As I understand it, creativity is the action that steps outside of
repetition. It, like Cixous describes, is that action which "forsees the
unforseeable". Deleuze talks about this. He says things like we have to see
creation as the tracing of a path between imposibilities... "A creator is
someone who creates his own impossibilites, and thereby creates
possibilites. It's by banging your head on the wall that you'll find an
answer. You have to be liquid or gasous, precisely because normal perception
and opinion are solid, geometric... For style definitly doesn't come about
by putting words together, combining phrases, using ideas. You have to open
words, rend things, to free Earth's vectors..." ("Mediators"). This is not
modernism talk at all, but it's not quite deconstruction either is it? But
enough of that argument. 

This delicate time that we're in -- between reaction and action (creation)

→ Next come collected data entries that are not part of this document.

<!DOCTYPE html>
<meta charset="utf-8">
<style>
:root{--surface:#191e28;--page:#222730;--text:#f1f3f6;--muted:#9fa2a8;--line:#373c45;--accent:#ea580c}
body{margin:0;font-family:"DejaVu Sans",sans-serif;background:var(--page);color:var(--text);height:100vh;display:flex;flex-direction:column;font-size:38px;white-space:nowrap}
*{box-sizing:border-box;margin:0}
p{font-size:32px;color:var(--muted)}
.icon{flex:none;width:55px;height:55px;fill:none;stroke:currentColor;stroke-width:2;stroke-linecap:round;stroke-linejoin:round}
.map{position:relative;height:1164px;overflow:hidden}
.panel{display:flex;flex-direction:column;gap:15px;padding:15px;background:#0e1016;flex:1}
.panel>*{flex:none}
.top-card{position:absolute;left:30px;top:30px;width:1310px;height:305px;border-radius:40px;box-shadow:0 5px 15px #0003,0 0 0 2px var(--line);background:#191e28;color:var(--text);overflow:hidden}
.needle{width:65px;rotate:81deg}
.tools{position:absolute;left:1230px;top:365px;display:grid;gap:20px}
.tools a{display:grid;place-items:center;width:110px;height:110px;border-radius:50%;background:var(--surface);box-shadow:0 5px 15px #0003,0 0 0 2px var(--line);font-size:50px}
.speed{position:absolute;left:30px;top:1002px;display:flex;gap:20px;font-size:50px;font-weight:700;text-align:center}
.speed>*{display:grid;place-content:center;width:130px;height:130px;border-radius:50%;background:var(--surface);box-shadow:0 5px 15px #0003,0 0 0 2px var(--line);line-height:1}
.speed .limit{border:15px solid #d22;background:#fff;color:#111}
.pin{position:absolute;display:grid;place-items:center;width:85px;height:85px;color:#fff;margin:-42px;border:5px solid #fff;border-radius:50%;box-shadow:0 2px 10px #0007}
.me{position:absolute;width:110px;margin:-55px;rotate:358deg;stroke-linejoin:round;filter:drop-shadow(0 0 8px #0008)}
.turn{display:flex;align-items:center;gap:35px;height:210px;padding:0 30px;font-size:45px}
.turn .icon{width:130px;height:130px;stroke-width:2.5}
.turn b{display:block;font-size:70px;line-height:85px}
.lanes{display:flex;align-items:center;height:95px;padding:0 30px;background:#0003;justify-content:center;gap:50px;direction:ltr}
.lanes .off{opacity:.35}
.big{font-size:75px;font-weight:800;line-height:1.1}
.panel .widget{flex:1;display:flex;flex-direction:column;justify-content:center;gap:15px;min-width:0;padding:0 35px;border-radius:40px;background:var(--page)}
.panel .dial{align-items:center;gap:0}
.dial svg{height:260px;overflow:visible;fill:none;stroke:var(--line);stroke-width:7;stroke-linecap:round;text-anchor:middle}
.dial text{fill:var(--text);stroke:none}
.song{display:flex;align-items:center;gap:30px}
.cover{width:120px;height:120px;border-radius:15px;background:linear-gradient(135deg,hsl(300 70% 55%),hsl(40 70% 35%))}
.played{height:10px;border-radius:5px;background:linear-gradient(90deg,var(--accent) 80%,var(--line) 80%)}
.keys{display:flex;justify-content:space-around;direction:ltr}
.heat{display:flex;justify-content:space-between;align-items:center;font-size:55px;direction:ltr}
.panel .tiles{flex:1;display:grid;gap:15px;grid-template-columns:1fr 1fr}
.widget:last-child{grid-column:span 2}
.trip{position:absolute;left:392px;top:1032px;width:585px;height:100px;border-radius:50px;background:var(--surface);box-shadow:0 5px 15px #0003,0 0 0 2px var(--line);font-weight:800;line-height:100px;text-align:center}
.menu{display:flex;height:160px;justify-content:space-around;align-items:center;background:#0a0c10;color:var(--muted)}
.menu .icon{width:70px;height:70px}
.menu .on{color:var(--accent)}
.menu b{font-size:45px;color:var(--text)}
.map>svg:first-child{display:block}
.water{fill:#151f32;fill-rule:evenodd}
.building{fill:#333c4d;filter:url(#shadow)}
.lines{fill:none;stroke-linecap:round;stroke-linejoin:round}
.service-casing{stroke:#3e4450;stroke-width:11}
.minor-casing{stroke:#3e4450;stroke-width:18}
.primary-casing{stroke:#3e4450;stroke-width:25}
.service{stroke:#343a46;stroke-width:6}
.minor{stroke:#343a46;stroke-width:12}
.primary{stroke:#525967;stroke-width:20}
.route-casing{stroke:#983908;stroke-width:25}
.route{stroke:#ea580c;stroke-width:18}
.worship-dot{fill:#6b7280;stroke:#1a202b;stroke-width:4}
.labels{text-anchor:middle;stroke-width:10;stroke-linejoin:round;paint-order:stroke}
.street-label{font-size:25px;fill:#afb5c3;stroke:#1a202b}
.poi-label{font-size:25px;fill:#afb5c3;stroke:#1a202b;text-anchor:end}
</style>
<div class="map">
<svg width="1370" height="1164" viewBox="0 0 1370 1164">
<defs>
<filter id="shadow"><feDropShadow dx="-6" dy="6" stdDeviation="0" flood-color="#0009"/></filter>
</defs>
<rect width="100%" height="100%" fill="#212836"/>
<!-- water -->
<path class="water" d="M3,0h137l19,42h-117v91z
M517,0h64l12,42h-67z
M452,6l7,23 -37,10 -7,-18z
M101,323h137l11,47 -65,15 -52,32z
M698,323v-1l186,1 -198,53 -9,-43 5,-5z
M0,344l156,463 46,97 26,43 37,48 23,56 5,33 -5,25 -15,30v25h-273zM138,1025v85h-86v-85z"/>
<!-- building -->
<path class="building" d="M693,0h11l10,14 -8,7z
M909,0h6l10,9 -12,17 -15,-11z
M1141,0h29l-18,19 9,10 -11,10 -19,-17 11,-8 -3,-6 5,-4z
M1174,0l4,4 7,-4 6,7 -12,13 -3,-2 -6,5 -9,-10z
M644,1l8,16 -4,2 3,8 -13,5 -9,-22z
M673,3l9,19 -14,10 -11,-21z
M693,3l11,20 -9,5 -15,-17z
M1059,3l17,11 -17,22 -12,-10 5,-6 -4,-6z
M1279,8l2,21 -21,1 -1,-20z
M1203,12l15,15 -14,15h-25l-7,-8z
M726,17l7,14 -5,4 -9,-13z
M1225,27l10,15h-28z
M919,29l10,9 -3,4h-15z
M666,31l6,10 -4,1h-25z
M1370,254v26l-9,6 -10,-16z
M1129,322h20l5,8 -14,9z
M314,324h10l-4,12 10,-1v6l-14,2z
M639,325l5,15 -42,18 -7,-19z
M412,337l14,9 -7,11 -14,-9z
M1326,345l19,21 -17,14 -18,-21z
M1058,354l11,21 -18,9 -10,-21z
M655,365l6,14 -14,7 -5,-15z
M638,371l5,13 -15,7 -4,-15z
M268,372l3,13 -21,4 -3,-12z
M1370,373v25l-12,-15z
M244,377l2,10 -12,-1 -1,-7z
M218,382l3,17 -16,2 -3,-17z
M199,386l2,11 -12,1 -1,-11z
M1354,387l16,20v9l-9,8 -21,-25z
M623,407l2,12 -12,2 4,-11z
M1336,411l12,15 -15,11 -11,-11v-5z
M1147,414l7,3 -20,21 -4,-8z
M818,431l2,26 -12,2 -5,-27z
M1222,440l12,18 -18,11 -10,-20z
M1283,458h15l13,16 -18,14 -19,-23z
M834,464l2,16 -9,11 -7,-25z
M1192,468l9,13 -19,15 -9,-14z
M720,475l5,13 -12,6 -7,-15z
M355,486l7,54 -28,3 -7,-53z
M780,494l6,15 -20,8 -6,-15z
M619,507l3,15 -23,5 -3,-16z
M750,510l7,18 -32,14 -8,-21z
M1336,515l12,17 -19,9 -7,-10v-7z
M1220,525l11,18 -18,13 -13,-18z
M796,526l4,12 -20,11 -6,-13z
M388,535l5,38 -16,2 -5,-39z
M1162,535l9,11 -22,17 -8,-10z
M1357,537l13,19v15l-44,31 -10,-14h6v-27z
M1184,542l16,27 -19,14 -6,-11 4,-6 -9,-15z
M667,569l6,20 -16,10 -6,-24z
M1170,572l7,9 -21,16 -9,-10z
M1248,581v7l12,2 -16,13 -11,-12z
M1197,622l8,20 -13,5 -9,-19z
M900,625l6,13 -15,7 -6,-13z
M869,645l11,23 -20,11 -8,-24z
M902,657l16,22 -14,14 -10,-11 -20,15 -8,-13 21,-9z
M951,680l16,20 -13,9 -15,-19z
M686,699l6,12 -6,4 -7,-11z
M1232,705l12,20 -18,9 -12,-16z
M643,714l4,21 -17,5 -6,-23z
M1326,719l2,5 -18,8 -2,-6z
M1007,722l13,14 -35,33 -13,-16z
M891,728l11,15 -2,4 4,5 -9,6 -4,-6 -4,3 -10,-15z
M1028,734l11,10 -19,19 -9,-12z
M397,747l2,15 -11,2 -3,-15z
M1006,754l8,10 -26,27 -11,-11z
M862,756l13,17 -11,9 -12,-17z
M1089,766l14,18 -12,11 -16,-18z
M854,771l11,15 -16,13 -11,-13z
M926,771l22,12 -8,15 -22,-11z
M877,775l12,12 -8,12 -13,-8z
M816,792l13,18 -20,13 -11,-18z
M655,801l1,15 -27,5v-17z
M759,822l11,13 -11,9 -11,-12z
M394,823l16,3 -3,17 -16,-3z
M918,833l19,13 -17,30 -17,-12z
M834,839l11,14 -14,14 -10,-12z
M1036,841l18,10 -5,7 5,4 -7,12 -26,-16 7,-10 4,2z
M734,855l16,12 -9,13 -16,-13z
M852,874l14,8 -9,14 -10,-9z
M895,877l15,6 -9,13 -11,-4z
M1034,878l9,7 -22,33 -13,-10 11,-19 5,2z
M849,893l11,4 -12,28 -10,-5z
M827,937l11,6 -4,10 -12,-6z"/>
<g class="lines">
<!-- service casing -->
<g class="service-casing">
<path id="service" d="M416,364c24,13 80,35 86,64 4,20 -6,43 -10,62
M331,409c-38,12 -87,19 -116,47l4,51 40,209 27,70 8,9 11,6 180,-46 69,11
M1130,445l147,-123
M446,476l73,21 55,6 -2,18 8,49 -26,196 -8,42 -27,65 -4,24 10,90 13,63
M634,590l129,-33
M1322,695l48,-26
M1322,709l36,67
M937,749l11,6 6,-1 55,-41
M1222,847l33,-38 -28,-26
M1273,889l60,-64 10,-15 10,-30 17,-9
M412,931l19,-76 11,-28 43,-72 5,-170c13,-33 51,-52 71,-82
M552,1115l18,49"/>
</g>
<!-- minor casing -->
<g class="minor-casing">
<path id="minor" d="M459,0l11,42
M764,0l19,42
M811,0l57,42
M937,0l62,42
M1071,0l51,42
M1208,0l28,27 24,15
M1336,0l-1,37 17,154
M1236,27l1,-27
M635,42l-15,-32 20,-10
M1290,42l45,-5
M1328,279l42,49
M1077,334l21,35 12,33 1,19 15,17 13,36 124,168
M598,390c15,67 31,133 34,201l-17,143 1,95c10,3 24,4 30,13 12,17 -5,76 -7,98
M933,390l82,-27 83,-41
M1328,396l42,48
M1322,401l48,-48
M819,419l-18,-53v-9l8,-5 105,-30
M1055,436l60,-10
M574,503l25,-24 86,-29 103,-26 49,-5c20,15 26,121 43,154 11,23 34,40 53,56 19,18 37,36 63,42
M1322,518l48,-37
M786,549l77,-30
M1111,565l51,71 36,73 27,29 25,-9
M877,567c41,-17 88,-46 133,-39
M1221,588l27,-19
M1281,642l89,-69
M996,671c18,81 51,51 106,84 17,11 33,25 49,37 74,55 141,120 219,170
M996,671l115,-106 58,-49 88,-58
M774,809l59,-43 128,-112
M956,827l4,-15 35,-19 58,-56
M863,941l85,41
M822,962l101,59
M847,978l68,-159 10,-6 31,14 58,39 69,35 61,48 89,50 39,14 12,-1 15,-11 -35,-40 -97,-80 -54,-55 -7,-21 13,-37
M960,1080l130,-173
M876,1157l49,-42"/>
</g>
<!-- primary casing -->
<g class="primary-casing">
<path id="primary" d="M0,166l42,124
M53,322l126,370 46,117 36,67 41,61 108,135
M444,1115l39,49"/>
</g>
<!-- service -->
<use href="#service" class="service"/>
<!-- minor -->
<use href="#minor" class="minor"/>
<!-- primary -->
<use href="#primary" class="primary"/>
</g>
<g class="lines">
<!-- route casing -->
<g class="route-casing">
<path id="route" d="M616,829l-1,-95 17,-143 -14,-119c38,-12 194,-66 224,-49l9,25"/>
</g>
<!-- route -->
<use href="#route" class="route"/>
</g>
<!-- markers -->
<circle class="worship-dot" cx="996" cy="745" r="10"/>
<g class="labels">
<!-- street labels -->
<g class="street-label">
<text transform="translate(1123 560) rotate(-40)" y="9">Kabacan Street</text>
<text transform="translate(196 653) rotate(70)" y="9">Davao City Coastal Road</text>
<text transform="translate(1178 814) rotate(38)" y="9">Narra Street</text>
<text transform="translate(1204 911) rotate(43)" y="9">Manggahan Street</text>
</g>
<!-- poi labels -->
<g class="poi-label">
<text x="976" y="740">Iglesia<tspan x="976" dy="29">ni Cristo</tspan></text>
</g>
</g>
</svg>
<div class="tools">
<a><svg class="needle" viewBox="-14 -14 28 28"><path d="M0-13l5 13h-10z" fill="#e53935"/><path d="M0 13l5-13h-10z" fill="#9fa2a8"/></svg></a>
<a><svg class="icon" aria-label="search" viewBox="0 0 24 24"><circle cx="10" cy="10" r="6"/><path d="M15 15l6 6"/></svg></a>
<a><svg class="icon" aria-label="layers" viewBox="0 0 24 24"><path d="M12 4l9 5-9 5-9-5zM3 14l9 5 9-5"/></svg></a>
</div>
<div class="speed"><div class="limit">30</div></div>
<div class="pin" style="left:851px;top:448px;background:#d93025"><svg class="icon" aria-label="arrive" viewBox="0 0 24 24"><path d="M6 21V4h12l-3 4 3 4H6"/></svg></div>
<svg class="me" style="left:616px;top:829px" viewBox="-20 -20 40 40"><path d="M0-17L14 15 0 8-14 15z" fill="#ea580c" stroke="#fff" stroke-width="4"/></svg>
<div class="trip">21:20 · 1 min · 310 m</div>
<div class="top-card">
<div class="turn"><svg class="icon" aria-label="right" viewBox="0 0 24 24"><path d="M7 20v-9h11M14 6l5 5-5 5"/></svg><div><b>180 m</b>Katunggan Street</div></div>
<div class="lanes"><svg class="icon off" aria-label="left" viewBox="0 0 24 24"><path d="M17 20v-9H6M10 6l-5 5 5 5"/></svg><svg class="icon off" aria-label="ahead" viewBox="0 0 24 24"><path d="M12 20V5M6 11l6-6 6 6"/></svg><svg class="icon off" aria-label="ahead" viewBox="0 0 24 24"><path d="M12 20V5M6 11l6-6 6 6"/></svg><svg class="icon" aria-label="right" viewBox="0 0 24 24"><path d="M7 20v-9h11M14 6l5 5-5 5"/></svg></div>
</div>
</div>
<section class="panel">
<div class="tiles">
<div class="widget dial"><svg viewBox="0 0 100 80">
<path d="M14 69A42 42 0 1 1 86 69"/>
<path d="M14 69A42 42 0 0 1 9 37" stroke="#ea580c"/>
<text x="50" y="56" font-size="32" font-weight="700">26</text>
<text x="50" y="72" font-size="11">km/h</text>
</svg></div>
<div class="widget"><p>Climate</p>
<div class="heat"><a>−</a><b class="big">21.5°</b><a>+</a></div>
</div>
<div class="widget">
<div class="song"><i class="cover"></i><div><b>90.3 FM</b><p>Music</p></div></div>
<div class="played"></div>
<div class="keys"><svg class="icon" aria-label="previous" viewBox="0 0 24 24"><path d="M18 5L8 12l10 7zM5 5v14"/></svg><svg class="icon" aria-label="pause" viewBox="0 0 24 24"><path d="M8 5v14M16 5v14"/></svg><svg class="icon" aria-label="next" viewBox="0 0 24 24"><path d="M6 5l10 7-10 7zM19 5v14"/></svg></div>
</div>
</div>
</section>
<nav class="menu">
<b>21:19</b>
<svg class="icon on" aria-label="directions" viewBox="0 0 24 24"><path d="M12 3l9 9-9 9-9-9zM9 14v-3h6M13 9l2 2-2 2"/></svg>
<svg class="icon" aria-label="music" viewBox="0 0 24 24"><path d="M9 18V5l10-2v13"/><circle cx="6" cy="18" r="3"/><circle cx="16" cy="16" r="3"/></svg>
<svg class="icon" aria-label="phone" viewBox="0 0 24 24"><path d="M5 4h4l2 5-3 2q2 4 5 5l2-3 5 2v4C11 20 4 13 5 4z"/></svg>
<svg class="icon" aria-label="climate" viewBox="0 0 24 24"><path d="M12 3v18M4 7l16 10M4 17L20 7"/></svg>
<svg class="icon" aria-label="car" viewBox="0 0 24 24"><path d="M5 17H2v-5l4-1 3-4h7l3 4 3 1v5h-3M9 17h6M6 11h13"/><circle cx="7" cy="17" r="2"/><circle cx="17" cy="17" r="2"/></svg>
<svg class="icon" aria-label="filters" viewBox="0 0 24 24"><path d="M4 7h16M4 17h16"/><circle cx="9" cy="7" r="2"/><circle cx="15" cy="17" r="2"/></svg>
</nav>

-- is what I'm trying to get at. Many of you have described your taste for
feminist performances that challenge phallocentric tradition as well as
"invent" new styles. Escapes, etc. Right on! But there's a very delicate
line between truly stepping outside the possibilities and simply "bending"
the old ones into new metal, no? It seems to me, imitation is a very
dangerous thing at present. Perhaps not so dangerous fifteen, twenty years
ago, and perhaps not so dangerous fifty or sixty years ago, but now, now
when we're in that precarious "in between", it seems ultimately dangerous
("Inbetween" phallogocentrism and ... the dark continent??? that is).